Records drawn from a dataset
== Segment start ==

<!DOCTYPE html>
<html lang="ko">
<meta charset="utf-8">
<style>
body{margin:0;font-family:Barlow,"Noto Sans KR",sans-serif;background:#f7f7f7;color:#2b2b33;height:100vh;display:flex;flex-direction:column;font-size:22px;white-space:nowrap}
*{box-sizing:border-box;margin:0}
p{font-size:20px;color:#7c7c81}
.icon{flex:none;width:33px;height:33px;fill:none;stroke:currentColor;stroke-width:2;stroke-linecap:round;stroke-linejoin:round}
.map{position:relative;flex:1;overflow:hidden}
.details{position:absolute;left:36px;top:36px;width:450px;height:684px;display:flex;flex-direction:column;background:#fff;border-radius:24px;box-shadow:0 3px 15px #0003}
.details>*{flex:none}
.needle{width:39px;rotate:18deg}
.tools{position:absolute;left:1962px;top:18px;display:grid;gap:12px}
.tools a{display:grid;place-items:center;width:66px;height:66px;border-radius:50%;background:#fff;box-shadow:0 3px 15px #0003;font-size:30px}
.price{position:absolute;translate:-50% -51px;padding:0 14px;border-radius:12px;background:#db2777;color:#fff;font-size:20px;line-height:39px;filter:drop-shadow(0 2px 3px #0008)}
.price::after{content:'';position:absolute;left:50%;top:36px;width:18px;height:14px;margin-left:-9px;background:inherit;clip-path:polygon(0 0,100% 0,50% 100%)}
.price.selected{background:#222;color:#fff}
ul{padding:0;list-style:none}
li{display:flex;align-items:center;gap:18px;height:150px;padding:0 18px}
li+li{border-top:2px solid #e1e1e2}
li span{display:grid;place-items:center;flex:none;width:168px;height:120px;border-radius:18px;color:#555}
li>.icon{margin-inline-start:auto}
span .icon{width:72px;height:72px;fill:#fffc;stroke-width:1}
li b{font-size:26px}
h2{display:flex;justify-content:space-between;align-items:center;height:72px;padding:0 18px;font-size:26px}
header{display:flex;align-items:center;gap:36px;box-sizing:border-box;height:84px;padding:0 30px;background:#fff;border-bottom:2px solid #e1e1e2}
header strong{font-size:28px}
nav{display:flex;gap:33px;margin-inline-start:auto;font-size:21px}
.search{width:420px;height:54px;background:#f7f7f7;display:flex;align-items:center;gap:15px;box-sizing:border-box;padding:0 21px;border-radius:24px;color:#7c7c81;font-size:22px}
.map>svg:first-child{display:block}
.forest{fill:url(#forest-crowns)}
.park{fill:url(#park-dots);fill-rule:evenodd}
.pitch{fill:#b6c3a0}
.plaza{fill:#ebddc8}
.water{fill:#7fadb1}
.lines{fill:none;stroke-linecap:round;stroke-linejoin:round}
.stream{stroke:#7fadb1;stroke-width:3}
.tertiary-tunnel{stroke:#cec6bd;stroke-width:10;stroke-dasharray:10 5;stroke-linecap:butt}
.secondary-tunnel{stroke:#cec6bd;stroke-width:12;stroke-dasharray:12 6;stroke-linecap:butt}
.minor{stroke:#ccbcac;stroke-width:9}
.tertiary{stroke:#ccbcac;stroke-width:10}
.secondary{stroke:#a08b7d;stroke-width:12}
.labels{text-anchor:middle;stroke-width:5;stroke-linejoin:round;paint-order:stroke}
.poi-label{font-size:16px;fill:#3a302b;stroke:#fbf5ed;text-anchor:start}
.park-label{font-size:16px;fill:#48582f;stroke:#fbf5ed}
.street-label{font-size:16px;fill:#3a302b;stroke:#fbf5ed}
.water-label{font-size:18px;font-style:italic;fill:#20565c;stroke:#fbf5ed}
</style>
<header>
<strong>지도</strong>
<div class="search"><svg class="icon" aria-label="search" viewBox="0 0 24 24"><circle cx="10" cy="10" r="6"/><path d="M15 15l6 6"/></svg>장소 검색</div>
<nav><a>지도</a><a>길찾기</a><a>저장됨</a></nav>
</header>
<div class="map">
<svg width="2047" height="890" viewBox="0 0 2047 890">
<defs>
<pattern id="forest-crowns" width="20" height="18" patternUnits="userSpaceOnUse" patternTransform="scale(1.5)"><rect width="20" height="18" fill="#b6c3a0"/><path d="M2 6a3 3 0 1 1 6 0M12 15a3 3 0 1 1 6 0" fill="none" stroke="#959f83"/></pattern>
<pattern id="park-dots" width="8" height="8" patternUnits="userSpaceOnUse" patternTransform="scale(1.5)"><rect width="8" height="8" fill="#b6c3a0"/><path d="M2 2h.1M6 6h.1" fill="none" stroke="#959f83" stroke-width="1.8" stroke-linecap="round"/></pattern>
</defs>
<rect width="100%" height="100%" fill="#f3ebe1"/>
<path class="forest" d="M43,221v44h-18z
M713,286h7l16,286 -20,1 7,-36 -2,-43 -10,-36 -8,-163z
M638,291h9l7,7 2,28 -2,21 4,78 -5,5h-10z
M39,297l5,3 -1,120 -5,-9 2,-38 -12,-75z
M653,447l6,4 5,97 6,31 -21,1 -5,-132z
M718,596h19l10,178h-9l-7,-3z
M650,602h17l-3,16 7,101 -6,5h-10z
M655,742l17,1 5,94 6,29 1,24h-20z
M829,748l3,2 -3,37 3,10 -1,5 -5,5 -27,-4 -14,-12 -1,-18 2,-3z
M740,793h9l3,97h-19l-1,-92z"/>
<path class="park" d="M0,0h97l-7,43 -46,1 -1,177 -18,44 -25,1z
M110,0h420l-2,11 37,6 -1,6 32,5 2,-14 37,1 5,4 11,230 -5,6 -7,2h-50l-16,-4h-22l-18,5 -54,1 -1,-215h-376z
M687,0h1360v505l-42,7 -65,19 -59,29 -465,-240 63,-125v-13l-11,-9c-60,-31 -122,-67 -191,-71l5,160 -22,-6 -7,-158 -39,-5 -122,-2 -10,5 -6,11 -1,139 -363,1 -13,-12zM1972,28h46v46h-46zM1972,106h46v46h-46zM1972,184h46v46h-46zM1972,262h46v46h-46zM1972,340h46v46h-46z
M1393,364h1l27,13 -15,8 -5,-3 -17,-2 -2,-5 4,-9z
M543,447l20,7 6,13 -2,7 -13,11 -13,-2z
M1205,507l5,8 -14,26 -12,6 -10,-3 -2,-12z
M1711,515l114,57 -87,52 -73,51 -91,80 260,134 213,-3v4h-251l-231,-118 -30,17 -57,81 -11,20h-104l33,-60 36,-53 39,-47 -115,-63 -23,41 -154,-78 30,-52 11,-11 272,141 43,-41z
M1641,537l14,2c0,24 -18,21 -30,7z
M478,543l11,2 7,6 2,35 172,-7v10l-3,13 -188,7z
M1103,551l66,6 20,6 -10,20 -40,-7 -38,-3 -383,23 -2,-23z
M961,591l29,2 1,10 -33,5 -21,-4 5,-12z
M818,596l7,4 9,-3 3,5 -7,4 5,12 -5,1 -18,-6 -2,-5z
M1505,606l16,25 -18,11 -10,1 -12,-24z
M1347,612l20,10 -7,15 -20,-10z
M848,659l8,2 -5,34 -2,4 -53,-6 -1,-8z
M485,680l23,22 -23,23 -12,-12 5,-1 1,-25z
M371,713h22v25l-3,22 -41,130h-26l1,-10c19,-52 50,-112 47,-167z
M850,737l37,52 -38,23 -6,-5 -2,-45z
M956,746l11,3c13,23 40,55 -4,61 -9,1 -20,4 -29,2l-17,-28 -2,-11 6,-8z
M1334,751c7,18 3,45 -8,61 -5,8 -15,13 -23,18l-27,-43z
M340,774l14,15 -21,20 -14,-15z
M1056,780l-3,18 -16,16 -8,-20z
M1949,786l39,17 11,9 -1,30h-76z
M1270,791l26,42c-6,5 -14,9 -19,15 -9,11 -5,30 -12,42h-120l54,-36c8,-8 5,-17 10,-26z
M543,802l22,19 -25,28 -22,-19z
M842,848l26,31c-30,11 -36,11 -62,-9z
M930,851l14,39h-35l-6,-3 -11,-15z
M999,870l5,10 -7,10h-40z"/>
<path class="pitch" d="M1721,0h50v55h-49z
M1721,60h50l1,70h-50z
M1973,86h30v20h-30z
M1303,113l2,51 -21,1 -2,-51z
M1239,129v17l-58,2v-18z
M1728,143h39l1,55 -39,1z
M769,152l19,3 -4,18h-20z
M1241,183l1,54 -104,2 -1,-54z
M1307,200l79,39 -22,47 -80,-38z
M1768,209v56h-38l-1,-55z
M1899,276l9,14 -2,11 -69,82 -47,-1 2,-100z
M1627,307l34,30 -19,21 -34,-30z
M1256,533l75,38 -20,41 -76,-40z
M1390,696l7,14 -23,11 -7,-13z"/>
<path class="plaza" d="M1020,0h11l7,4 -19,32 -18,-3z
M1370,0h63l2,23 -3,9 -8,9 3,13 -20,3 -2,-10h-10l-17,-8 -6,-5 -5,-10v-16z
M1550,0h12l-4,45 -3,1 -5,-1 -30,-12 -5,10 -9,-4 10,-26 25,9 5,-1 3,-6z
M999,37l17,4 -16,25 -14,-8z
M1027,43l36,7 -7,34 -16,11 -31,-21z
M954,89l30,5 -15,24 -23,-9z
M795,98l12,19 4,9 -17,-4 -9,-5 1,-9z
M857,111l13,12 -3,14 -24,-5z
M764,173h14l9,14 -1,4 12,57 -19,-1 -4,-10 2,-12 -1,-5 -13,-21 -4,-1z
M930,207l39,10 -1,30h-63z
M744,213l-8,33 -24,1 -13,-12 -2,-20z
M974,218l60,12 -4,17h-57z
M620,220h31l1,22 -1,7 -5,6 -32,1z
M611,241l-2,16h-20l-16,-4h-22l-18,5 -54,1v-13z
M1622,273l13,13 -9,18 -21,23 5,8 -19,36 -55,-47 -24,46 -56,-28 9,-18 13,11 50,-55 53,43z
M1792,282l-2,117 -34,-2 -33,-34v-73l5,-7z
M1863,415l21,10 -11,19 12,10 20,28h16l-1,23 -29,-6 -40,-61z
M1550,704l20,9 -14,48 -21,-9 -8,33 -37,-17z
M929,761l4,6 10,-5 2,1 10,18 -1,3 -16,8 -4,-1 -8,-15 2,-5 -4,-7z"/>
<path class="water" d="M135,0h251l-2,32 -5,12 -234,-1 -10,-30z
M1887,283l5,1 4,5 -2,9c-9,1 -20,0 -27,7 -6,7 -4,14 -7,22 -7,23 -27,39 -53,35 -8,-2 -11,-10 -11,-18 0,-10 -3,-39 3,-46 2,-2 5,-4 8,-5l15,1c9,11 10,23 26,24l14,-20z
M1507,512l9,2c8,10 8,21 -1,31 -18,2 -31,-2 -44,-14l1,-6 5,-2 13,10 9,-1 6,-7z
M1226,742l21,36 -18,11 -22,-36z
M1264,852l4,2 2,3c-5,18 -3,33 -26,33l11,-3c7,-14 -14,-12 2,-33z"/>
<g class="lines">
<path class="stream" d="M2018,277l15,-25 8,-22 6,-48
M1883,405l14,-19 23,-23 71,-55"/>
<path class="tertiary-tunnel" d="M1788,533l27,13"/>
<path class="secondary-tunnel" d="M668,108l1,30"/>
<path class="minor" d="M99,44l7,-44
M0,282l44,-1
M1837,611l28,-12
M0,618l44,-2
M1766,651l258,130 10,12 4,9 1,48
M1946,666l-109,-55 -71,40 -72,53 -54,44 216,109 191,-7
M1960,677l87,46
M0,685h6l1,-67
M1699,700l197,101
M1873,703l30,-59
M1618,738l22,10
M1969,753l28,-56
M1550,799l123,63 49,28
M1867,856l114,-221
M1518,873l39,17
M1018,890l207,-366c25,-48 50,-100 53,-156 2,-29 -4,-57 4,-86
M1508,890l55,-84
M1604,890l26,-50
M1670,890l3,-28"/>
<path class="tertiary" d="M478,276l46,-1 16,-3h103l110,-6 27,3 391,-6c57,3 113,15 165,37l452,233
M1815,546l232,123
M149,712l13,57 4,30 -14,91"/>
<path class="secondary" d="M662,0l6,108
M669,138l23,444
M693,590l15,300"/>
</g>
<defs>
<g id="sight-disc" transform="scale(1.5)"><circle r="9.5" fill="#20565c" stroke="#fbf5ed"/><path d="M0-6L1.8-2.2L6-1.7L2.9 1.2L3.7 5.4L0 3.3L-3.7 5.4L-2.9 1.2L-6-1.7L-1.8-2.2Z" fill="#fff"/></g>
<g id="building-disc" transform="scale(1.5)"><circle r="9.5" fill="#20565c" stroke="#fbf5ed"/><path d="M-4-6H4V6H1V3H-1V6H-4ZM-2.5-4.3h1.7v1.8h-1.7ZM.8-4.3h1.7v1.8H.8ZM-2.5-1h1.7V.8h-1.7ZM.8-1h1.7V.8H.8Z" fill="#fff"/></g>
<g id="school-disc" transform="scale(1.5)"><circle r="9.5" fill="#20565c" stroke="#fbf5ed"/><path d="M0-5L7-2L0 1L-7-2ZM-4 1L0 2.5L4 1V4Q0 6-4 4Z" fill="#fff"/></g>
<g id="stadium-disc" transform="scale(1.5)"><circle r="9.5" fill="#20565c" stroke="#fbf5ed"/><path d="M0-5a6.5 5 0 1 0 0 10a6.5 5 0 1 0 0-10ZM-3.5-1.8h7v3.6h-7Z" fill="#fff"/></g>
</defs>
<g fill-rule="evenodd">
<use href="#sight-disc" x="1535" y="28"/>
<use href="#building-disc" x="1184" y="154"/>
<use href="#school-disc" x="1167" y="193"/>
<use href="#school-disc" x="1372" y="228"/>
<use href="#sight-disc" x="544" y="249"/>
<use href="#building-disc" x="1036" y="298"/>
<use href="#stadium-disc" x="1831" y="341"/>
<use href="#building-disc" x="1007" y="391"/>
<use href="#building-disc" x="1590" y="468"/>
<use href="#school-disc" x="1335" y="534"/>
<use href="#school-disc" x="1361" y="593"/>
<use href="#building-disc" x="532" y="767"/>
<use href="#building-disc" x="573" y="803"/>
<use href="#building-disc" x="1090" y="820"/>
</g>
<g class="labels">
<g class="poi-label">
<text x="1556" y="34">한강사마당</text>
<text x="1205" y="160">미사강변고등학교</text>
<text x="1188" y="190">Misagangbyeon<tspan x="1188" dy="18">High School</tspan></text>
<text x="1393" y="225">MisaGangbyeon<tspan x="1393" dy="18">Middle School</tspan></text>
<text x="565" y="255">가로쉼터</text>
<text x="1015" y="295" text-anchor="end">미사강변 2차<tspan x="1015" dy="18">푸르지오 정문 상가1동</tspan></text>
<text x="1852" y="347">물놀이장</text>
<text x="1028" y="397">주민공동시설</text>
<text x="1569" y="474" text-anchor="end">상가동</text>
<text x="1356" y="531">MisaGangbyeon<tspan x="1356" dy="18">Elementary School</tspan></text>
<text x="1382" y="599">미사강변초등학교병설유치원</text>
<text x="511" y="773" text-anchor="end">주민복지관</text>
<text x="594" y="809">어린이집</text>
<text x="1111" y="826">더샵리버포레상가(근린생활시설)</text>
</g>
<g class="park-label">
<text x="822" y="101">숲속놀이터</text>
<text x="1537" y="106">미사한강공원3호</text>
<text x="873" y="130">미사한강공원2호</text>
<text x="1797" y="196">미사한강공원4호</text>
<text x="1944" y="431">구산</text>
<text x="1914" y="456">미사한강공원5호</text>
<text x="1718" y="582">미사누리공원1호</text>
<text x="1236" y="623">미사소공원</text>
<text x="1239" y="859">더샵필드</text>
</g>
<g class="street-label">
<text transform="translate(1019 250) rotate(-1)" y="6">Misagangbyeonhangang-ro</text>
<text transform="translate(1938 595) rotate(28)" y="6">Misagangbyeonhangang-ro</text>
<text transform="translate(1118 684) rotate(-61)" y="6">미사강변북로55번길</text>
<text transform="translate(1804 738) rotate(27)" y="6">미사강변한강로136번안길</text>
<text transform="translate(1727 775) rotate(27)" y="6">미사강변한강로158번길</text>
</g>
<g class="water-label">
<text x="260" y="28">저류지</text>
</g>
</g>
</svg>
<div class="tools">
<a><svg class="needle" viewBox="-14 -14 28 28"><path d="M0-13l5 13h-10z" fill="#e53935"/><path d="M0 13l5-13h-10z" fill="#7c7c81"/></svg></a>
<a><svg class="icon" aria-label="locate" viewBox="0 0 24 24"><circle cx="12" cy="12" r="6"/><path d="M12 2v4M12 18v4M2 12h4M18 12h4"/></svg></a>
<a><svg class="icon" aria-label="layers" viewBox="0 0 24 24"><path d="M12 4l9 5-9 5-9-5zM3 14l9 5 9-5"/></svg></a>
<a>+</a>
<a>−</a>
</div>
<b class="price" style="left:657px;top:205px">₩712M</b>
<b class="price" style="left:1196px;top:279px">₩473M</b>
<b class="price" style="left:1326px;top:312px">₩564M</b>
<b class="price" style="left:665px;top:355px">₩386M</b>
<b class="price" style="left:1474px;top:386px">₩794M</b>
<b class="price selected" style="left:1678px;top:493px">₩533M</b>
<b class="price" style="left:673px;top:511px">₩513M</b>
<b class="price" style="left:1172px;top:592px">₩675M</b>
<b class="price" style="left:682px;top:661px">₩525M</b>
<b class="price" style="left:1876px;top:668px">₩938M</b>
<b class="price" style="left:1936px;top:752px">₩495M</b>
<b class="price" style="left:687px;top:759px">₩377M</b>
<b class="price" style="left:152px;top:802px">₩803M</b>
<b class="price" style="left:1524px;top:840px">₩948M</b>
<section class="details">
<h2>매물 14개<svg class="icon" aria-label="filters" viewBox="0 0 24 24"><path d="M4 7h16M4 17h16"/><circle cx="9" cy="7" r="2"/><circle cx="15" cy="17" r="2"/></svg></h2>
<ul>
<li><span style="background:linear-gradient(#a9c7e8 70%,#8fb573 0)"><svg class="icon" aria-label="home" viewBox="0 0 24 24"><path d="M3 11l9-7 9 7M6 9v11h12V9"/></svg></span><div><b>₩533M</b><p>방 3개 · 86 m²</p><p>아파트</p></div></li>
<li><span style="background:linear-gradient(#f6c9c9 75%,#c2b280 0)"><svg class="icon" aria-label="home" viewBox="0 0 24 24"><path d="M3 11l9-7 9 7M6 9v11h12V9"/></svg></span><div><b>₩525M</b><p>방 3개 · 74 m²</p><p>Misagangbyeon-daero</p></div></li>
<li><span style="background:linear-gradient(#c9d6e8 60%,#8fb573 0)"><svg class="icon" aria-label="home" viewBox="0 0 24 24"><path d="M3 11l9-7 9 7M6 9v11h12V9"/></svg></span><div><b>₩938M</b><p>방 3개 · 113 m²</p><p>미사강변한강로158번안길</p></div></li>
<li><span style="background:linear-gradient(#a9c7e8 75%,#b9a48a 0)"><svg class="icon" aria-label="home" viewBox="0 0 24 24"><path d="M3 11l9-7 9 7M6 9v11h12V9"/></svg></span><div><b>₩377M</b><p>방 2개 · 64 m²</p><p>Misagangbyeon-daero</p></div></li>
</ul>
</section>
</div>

== Segment end ==

[Required work]:
Only a number is wanted here: how many lines in the entries contain the word "place"?

[Output for this task]:
2